RECORD EXCERPTS |

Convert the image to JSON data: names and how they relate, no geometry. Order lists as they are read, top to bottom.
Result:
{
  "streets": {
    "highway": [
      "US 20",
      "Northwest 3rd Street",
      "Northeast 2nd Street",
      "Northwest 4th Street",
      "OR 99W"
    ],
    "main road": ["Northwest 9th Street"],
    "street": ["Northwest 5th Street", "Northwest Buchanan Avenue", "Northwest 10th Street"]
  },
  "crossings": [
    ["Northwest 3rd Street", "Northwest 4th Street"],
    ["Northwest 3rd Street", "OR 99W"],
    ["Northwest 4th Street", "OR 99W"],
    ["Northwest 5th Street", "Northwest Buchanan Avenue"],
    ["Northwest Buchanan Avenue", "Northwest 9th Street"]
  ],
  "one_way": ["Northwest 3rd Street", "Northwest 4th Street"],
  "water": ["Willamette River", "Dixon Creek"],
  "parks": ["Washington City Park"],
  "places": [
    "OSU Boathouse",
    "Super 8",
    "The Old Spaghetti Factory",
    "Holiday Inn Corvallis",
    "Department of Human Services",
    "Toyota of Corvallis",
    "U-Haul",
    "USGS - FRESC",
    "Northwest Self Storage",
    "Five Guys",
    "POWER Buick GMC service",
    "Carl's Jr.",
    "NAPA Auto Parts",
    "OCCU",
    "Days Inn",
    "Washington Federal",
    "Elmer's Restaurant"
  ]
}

WHAT IS EXPECTED |
Your response should contain each line of the entries above that holds the string "Northwest".

WRITTEN RESPONSE |
      "Northwest 3rd Street",
      "Northwest 4th Street",
    "main road": ["Northwest 9th Street"],
    "street": ["Northwest 5th Street", "Northwest Buchanan Avenue", "Northwest 10th Street"]
    ["Northwest 3rd Street", "Northwest 4th Street"],
    ["Northwest 3rd Street", "OR 99W"],
    ["Northwest 4th Street", "OR 99W"],
    ["Northwest 5th Street", "Northwest Buchanan Avenue"],
    ["Northwest Buchanan Avenue", "Northwest 9th Street"]
  "one_way": ["Northwest 3rd Street", "Northwest 4th Street"],
    "Northwest Self Storage",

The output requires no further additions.